WE SAY IBM’s failure of our welfare system only means so much.
Because of an increasing number of complaints, the Indiana Family and Social Services Administration issued a “corrective action plan” June 7 that threatens to cancel its contract with IBM to help manage Indiana’s welfare system.
Legislators establish the criteria for who’s eligible for government assistance. However, those who actually authorize applicants’ aid determine who receives it. And unfortunately, since IBM has been given the reins of Indiana’s welfare system, it has severed eligibility for Hoosiers to Medicaid. Charles Warren, chairman of the Indiana Institute for Working Families’ advisory committee, said applications were rejected for flimsy reasons such as lost paperwork.
The Family and Social Services Administration has issued IBM requirements that must be met in order to maintain the contract, including instructions to speed up the approval of applications and reduce errors – whether that be lost paperwork or denying Hoosiers aid they deserve.
If improvements aren’t made, cancellation of the 10-year contract could take place as early as this fall.

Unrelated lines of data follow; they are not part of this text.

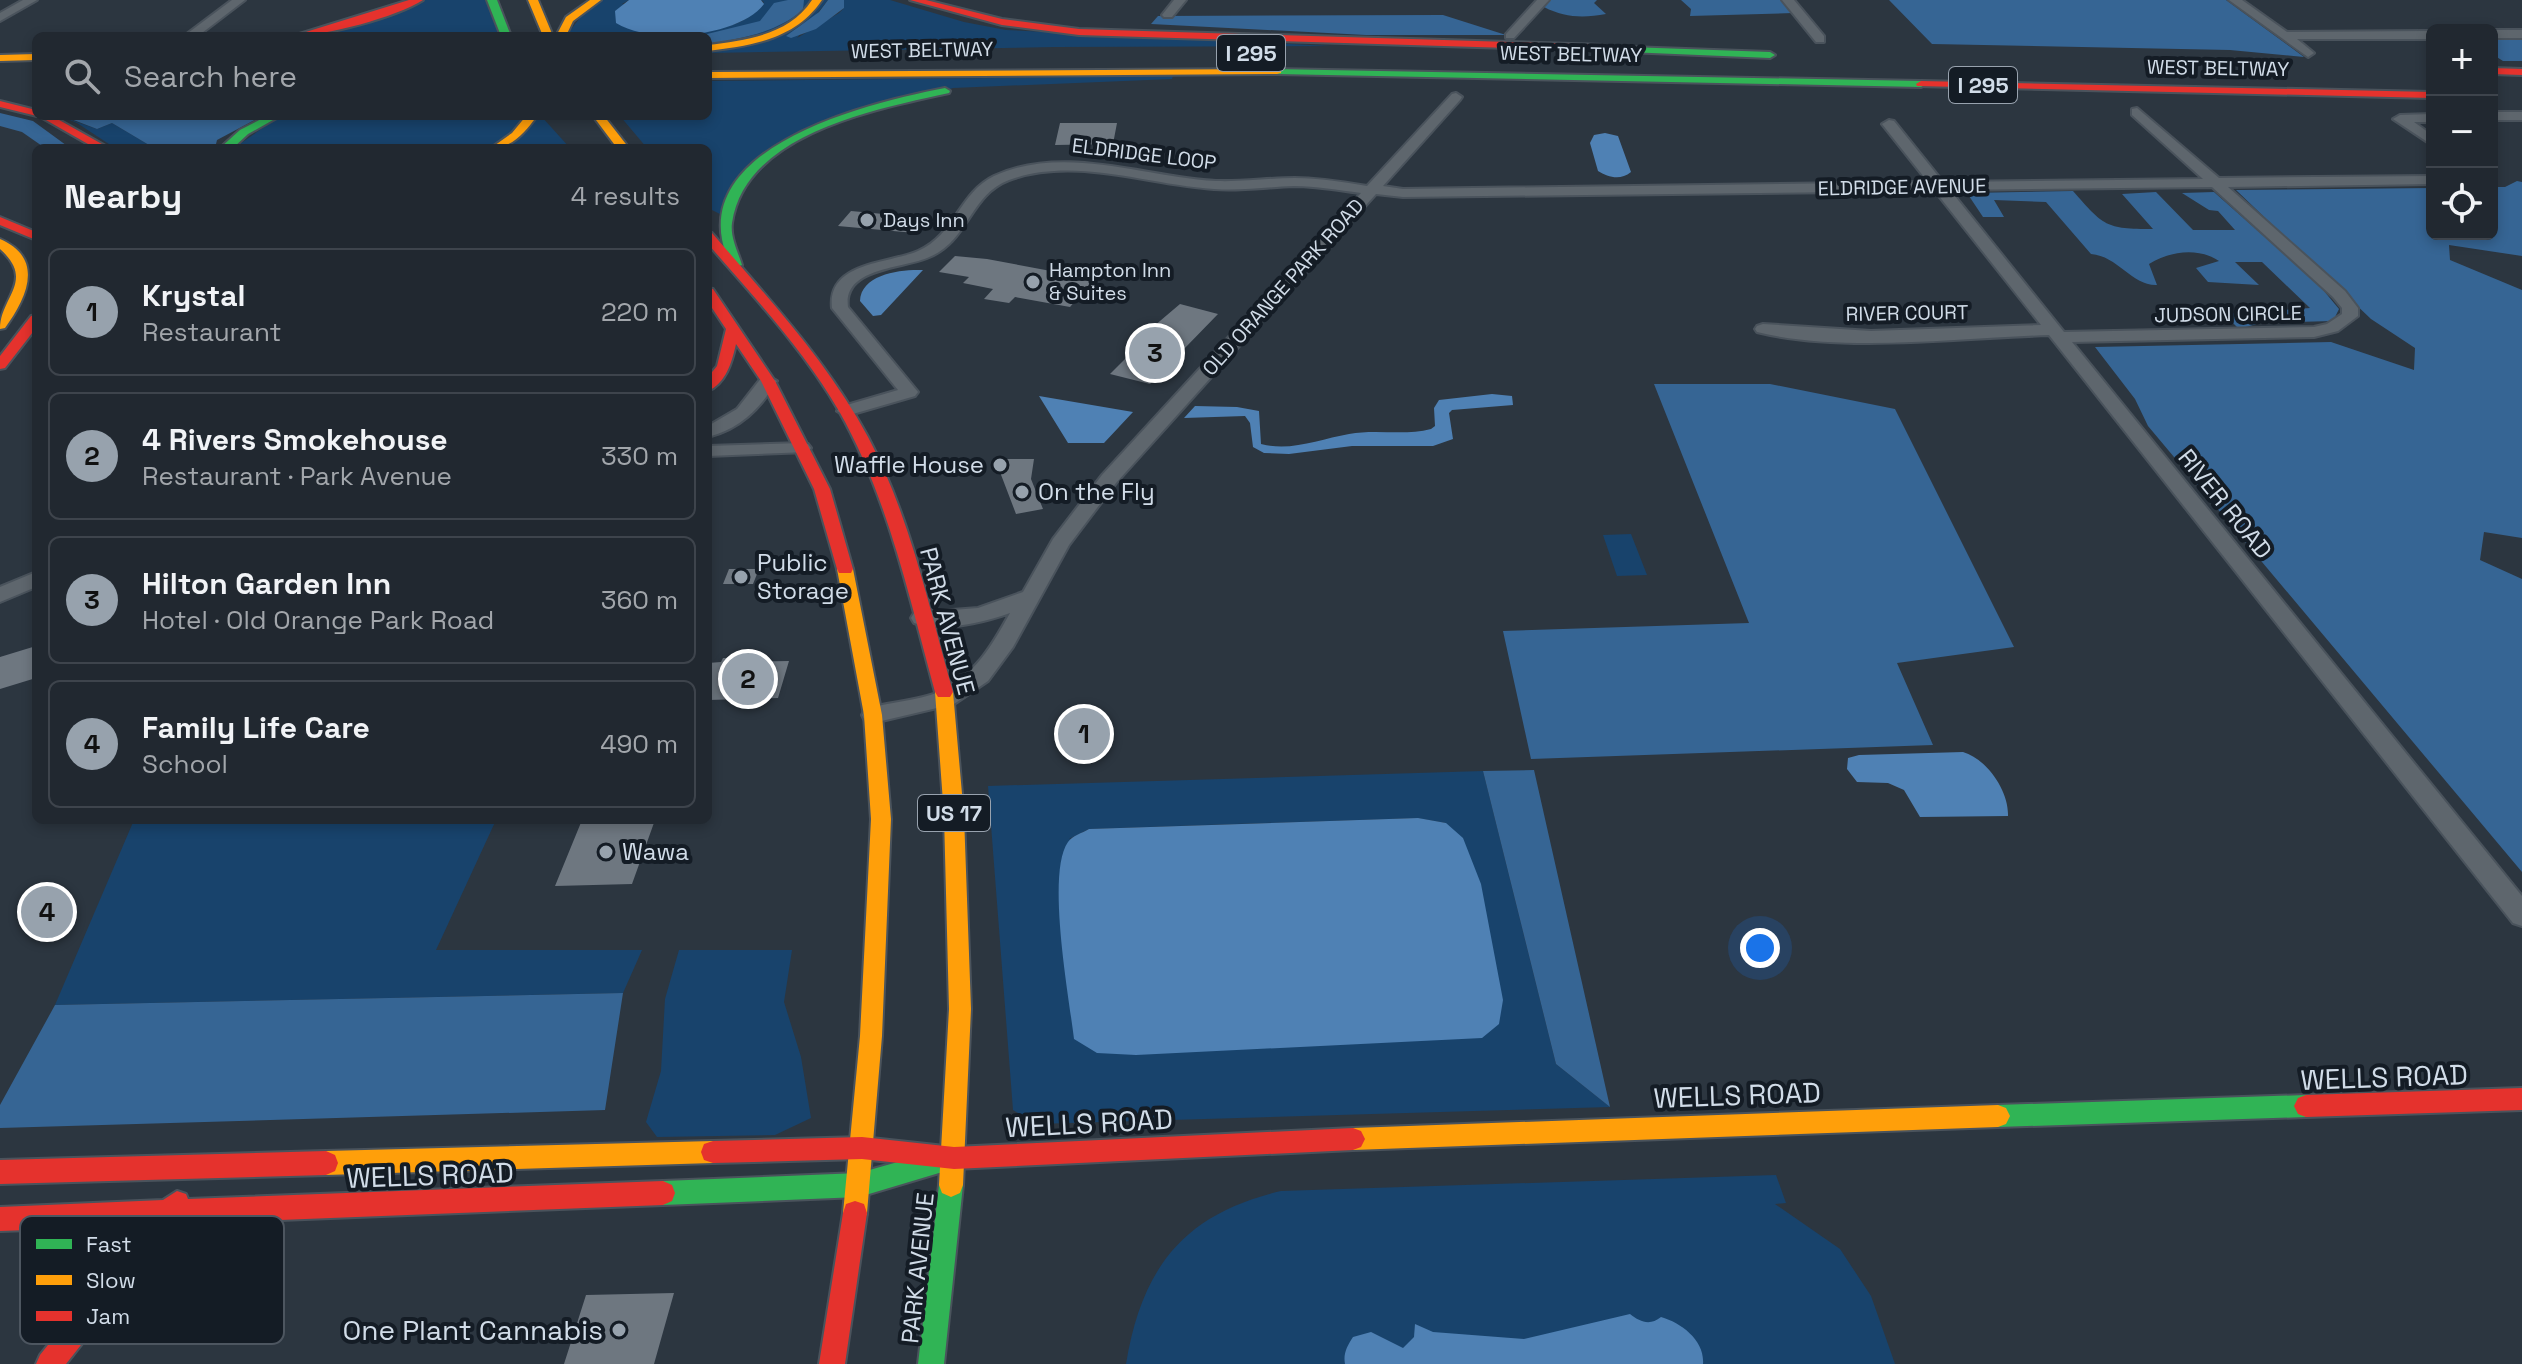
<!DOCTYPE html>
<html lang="en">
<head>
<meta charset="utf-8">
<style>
  body { margin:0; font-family:"Space Grotesk",sans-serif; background:#293038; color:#f1f3f6 }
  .controls { position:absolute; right:24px; top:24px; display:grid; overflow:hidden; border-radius:12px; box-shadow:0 4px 12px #0003 }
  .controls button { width:72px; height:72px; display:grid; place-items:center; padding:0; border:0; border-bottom:2px solid #3e444c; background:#212830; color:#f1f3f6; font:40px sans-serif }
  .you { position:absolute; left:1760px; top:948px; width:28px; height:28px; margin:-20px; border:6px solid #fff; border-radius:50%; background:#1a73e8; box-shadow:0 0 0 12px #1a73e833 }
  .badge { display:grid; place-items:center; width:52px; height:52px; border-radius:50%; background:#97a2ad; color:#111; font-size:26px; font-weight:700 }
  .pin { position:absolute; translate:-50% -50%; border:4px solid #fff; box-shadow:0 2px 8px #0006 }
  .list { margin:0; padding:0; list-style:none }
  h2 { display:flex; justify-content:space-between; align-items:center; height:104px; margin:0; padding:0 32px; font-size:34px }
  h2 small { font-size:26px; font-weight:400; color:#a2a6ab }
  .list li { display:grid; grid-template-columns:52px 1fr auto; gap:24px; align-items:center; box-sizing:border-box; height:128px; margin:0 16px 16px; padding:0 16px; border:2px solid #3e444c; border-radius:12px }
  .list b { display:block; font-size:30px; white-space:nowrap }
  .list p { margin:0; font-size:26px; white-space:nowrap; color:#a2a6ab }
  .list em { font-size:26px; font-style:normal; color:#a2a6ab }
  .icon { flex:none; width:44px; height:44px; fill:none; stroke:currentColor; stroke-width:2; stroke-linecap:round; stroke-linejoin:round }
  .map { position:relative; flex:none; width:2522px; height:1364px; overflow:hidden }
  .search { position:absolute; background:#212830; box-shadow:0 4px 12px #0003; left:32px; top:32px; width:680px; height:88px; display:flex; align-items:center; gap:20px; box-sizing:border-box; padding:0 28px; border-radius:12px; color:#a2a6ab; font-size:30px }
  .panel { position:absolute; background:#212830; box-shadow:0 4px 12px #0003; left:32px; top:144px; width:680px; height:680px; border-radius:12px }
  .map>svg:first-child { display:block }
  .green { fill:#18436c; fill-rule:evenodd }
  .forest { fill:#366594 }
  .water { fill:#4f81b4 }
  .building { fill:#6e7780 }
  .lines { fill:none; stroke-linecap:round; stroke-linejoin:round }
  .street-casing { stroke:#4a535c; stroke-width:4 }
  .fast-casing { stroke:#4a535c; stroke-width:4 }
  .slow-casing { stroke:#4a535c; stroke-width:4 }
  .jam-casing { stroke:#4a535c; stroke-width:4 }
  .street { fill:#5e666d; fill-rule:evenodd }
  .fast { fill:#30b455; fill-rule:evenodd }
  .slow { fill:#ff9f0a; fill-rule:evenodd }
  .jam { fill:#e5322d; fill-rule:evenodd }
  .poi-dot { fill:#97a2ad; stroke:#141c25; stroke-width:3 }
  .labels { text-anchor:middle; stroke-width:8; stroke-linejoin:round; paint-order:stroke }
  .far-street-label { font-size:20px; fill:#d1dce8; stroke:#141c25 }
  .far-poi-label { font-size:20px; fill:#d1dce8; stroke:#141c25; text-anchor:start }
  .shield { fill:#141c25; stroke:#98a2ae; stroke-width:2 }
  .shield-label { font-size:22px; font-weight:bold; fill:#d1dce8 }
  .poi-label { font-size:24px; fill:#d1dce8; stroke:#141c25; text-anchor:start }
  .street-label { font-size:24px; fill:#d1dce8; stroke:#141c25 }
  .near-street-label { font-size:28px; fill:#d1dce8; stroke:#141c25 }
  .near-poi-label { font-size:28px; fill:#d1dce8; stroke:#141c25; text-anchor:end }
  .key { fill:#141c25; stroke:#4d5660; stroke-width:2 }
  .key-label { font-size:22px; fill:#d1dce8 }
</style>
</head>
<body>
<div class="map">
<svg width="2522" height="1364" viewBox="0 0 2522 1364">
  <rect width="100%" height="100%" fill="#2c3640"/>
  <path class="green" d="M424,0H488L500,36H310Z
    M599,0H629L622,4C671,20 726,50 764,2L761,0H810L806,10L708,36H566L589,6Z
    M821,0H828L797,38L839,13L844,8V0H890L964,22L1006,30L1331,46L1055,47L708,53V50Z
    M1173,76L1172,79L953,88L793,136L720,214L708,208V148H647L620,116H708V81Z
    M60,116L97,129L112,123L154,148H115L77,123Z
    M280,116H527L503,141L491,148H234Z
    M536,116H541L570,148H501Z
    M1631,534L1647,575L1617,576L1603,535Z
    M1483,771L1556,1064L1610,1107L1036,1124L1013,1110L988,786ZM1417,818L1446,823L1069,839L1089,829Z
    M134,820H496L436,950H642L623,993L55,1005Z
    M679,950H792L784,1002L801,1057L811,1118L775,1135L657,1137L646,1122L661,1071L665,999Z
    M1776,1175L1786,1203L1775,1204L1840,1249L1871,1296L1895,1364H1126C1142,1267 1184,1214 1281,1191Z"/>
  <path class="forest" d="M788,0H804L803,10C775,33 743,38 708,44V36H699L760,21L774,3Z
    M828,0H844V8L816,29L791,38L786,36L819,12Z
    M1550,0H1597L1594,3L1606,14C1584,18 1565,18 1544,7Z
    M1681,0H1784L1793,13L1690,16L1691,9Z
    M1889,0H2226L2304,57L2230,50L1932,44Z
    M1443,15L1506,35H1366L1151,24L1158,16Z
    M2492,38H2522V61H2503L2492,54Z
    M0,113L33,121L70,148H45L22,132L0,126Z
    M63,116H262L217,140L215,148H154L112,123L97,129Z
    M2517,181L2522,182V256L2449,245L2450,260L2522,290V538L2484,532L2480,560L2522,579V872L2148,426L2135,399L2095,347L2331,342L2414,370L2415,348L2371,319L2236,190L2432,188V234H2492V187H2505Z
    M2073,191C2104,226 2105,229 2153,229L2122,194L2156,192L2193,230H2235L2218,211L2209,210L2182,193L2214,192L2319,285L2339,309L2333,321L2260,323L2239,329L2224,314L2310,308L2262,262H2235L2259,285L2208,282L2196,268L2219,261C2198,247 2170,251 2149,264L2157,285C2132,286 2118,256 2091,254L2046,202L1994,200L2004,217H1983L1967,193Z
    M1654,384H1770L1895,409L2014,647L1897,663L1933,745L1531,759L1503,631L1749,623Z
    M1534,770L1610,1107L1556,1064L1483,771Z
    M623,993L605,1110L0,1128V1105L55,1005Z"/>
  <path class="water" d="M629,0H761L764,4C740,36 653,46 616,23L615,11Z
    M1605,133L1618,136L1631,172C1620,181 1608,177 1598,171L1590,143L1594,135Z
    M923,270L881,315L873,316L860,301C861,274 901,269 923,270Z
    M1492,394L1512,396L1513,405L1452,410L1449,413L1453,439L1433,446H1352L1289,454L1264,453L1253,447L1250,423L1245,416L1184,418L1195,406L1237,407L1259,411L1261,444C1291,452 1320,439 1349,434C1376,429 1405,436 1431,429L1435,426L1434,408L1439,400Z
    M1039,396L1133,412L1104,443H1068Z
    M1963,752C1987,759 2009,791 2008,816L1920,817L1904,790L1888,783L1857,782L1847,769L1848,758L1859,755Z
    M1418,818L1446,823L1463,838L1481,884L1503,1000L1499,1024L1482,1038L1136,1055L1097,1053L1074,1039C1069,997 1046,873 1068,842C1072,836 1082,833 1089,829Z
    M1630,1314C1640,1322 1650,1326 1661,1317C1682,1323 1705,1341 1703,1364H1345C1343,1354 1347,1346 1353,1337L1371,1332L1403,1348L1414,1337L1415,1324L1433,1332L1524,1339Z"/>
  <path class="building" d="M1060,123H1117L1113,144L1055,145Z
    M851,211L927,218L915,233L838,226Z
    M955,256L987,259L1099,280L1081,301L1076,300L1070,307L1015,297L1009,303L984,299L993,289L963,283L969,277L939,272Z
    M1180,304L1218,314L1150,384L1110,374L1151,333L1147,332Z
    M995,459H1034L1031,479L1043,509L1016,514Z
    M729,569H759L753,584H723Z
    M36,646V678L0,689V657Z
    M723,658H739L738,662L789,661L778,698L708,700V663L721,662Z
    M1081,713L1113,737L1087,756L1055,731Z
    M582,820H655L632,884L555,886Z
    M674,1293L654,1364H564L586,1295Z"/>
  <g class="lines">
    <g class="street-casing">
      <path id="street" d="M23,0H37L0,21V13Z
        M232,0H245L198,36H184Z
        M1174,0H1186L1172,17H1164L1162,15Z
        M1537,0H1549L1514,38H1506V34Z
        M1782,0H1794L1824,36V42H1816Z
        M2229,0H2242L2287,32L2432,31V39H2297L2314,53L2308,57Z
        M2492,30H2522V38H2492Z
        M1456,93L1462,97L1460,100L1383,186L1403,189L1928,182L1882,124L1889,120L1894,121L1943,182L2203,179L2132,115V109L2137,108L2219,178L2432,176V184L2228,187L2345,291L2358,308V316L2338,331L2314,337L2072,342L2522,896V926L2513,923L2049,335C1962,338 1841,353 1757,332L1755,329L1757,326L1763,324L1871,331L2041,325L1935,191L1403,197L1376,194L1116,483L1069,545L1013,647L988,681L954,704L873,723L865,721L862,715L865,709C889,702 917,701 939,692C974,677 993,644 1010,613C981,623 944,632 914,623L911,618L914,613L978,608L1023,592L1053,539L1102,475L1361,193C1338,190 1316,186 1294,186C1267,187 1241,191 1214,189C1147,185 1075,156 1009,180C969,195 969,242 927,258C900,269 843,268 848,307L918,392L915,396L846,416L837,411L840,407L898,390L832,308C827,262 888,264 918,251C955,235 959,193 994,176C1064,144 1144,177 1216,181C1243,182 1269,178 1295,178C1319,178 1343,182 1367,186L1452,94ZM2212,187L2333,297L2342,308V314L2327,324L2314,327L2064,332L1950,190Z
        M2492,112H2522V120H2492Z
        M2432,114V122H2414L2432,135V145L2393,119L2400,115Z
        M768,376L777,381C760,409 740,429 708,437V426L737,409L762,377Z
        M802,443L808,444L811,448L808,452L708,456V446Z
        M36,572V587L0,602V587Z"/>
    </g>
    <g class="fast-casing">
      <path id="fast" d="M487,0H497L511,36H501Z
        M1601,46L1770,52L1775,55L1770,58L1604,51L1599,48Z
        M1273,69L1921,81L1926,84L1921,87L1277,74L1273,73Z
        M945,88L950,91L949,93C877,109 745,133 732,223C730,237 738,252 742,265L732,268C672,150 867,103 945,88Z
        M267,116H280L248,134L233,148H220L240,130Z
        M2306,1095L2314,1098L2318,1106L2314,1114L2306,1117L1998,1127L1990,1124L1986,1116L1990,1108L1998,1105Z
        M940,1150L949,1154L952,1162L949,1170L859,1197L663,1205L654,1201L651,1193L654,1185L663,1181L859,1173Z
        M951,1173L960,1177L963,1185L944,1364H918L939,1185L942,1177Z"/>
    </g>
    <g class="slow-casing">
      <path id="slow" d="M528,0H538L553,36H543Z
        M590,0H601L573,21L566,36H556L566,17Z
        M812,0H822C795,40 752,45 708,51V45C747,40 789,35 812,0Z
        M36,54V60L0,61V55Z
        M1281,69V73L1277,74L708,78V72Z
        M526,116H537C525,132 513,148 491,148L512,133Z
        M593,116H604L629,148H617Z
        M0,239C46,259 26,299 5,328L0,329C0,297 36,281 0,249Z
        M845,564L853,569L882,715L891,819L882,1036L867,1213L864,1222L855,1225L846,1222L843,1213L860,1036L871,819L864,715L837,569Z
        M944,686L953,692L964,816L971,1009L963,1185L960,1193L951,1197L942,1193L939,1185L949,1009L944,816L935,692Z
        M1998,1105L2006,1108L2010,1116L2006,1124L1998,1127L1353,1150L1345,1147L1341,1139L1345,1131L1353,1128Z
        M713,1141L722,1144L725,1152L722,1160L713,1163L326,1175L317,1171L314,1163L317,1155L326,1151Z"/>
    </g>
    <g class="jam-casing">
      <path id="jam" d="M409,0H423C396,17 326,36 293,36Z
        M910,0H926L1002,19L1079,29L1604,45L1609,48L1604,51L1079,35L1002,25Z
        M2492,68L2522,69V75L2492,74Z
        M1921,81L2432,92V98L1917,86L1916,84Z
        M0,101L36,110L37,116L0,107Z
        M39,116H52L109,148H95Z
        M0,217L36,232V240L0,225Z
        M708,232L712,233C768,298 827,361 868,437C910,516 929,607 953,692L950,697H938L935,692C909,597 888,497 839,411C804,350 754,297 708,244Z
        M708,288L713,289L775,381L830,489L853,569L851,573H839L837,569L814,489L761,381L736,344C732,362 726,383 708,391V377L717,366L726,329L708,302Z
        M36,315V328L5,368L0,369V356L31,316Z
        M2522,1088V1110L2306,1117L2298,1114L2294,1106L2298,1098L2306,1095Z
        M1353,1128L1361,1131L1365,1139L1361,1147L1353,1150L954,1169L862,1159L713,1163L704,1160L701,1152L704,1144L713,1141L862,1137L954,1147Z
        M326,1151L335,1155L338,1163L335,1171L326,1175L0,1184V1160Z
        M663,1181L672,1185L675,1193L672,1201L663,1205L176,1224L66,1364H36L40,1355L143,1226L0,1231V1207L163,1200L177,1191L186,1194L188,1199Z
        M855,1201L864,1204L867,1213L845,1364H819L843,1213L846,1204Z"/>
    </g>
    <use href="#street" class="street"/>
    <use href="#fast" class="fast"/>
    <use href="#slow" class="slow"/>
    <use href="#jam" class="jam"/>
  </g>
  <g class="poi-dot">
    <circle cx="867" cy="220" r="8"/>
    <circle cx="1033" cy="282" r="8"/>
    <circle cx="1000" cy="465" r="8"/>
    <circle cx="1022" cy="492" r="8"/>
    <circle cx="741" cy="577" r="8"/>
    <circle cx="606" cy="852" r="8"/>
    <circle cx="619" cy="1330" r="8"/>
  </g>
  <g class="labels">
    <g class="far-street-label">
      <text transform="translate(922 50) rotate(-1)" y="7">WEST BELTWAY</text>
      <text transform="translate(1571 54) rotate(1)" y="7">WEST BELTWAY</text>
      <text transform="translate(2218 68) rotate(1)" y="7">WEST BELTWAY</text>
      <text transform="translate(1144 154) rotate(7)" y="7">ELDRIDGE LOOP</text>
      <text transform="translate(1902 187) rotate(-1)" y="7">ELDRIDGE AVENUE</text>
      <text transform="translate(1283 287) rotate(-48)" y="7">OLD ORANGE PARK ROAD</text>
      <text transform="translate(1907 313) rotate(-1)" y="7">RIVER COURT</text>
      <text transform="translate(2228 314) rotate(-1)" y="7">JUDSON CIRCLE</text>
    </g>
    <g class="far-poi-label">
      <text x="883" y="227">Days Inn</text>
      <text x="1049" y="277">Hampton Inn<tspan x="1049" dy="23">&amp; Suites</tspan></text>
    </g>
    <g class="shield">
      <rect x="1217" y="35" width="68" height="36" rx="6"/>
      <rect x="1949" y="67" width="68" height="36" rx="6"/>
      <rect x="918" y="795" width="72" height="36" rx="6"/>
    </g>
    <g class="shield-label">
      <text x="1251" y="61">I 295</text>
      <text x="1983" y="93">I 295</text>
      <text x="954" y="821">US 17</text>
    </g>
    <g class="poi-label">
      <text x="984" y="473" text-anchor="end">Waffle House</text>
      <text x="1038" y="500">On the Fly</text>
      <text x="757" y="571">Public<tspan x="757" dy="28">Storage</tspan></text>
      <text x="622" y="860">Wawa</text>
    </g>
    <g class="street-label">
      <text transform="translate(2225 504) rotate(51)" y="8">RIVER ROAD</text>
      <text transform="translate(947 621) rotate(75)" y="8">PARK AVENUE</text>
      <text transform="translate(918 1268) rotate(-84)" y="8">PARK AVENUE</text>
    </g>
    <g class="near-street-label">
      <text transform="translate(2384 1077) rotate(-2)" y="10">WELLS ROAD</text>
      <text transform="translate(1737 1095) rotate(-2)" y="10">WELLS ROAD</text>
      <text transform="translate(1089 1123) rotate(-3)" y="10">WELLS ROAD</text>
      <text transform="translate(430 1175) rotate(-2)" y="10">WELLS ROAD</text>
    </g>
    <g class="near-poi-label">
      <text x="603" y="1340">One Plant Cannabis</text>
    </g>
  </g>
  <rect x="20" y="1216" width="264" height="128" rx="12" class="key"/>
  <rect x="36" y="1239" width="36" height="10" fill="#30b455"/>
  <rect x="36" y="1275" width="36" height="10" fill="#ff9f0a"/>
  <rect x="36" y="1311" width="36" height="10" fill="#e5322d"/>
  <g class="key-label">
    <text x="86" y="1252">Fast</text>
    <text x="86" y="1288">Slow</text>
    <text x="86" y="1324">Jam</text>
  </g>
</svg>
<div class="controls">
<button>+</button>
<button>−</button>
<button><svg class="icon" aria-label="locate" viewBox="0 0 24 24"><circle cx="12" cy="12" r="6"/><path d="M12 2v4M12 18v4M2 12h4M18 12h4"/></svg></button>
</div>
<div class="you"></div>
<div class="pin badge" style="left:1084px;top:734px">1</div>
<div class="pin badge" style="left:748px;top:679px">2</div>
<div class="pin badge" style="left:1155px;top:353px">3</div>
<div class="pin badge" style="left:47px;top:912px">4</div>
<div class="search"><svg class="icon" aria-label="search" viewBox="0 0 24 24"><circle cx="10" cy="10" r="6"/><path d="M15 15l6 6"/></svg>Search here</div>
<section class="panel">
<h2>Nearby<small>4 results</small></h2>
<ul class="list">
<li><span class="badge">1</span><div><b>Krystal</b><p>Restaurant</p></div><em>220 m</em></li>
<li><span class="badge">2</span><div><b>4 Rivers Smokehouse</b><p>Restaurant · Park Avenue</p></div><em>330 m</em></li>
<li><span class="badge">3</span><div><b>Hilton Garden Inn</b><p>Hotel · Old Orange Park Road</p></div><em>360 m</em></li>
<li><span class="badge">4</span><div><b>Family Life Care</b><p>School</p></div><em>490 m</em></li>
</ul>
</section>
</div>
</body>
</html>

Gov. Mitch Daniels pitched the privatization of the welfare system as a savings of $1 billion through technology because “the system allows applicants for public assistance to apply over the telephone or a computer as well as in person during extended hours, but applicants no longer are assigned caseworkers,” according to an article in The Indianapolis Star.
All across the country, even at the federal level, policymakers have been watching closely. Indiana’s success – or failure – is viewed as the harbinger for any future attempts at recreating savings in welfare systems by eliminating the need for government case workers and reducing administrative costs. The only other state to attempt privatizing its welfare was Texas, which failed in 2007, about the same time Indiana made a contract with IBM.
The failure of IBM (and it has been a failure) in the recent months shouldn’t be attributed to privatization in general, but to IBM. From the start, only two companies, Accenture and IBM, bid for the contract. There was little competition for the bid, and Accenture was the contractor that failed Texas.
Privatization isn’t incompatible with welfare, either. Ninety-four percent of the Family and Social Services Administration’s budget goes to contractors, and IBM only makes up two percent of that budget. No, this was a failure of IBM, whose complicated system confused too many Hoosiers.
Poor performance and a failure of technology doesn’t mean that case workers will be the only effective solution in the future. Poor technology can only lead us as far as to say that we currently have poor technology.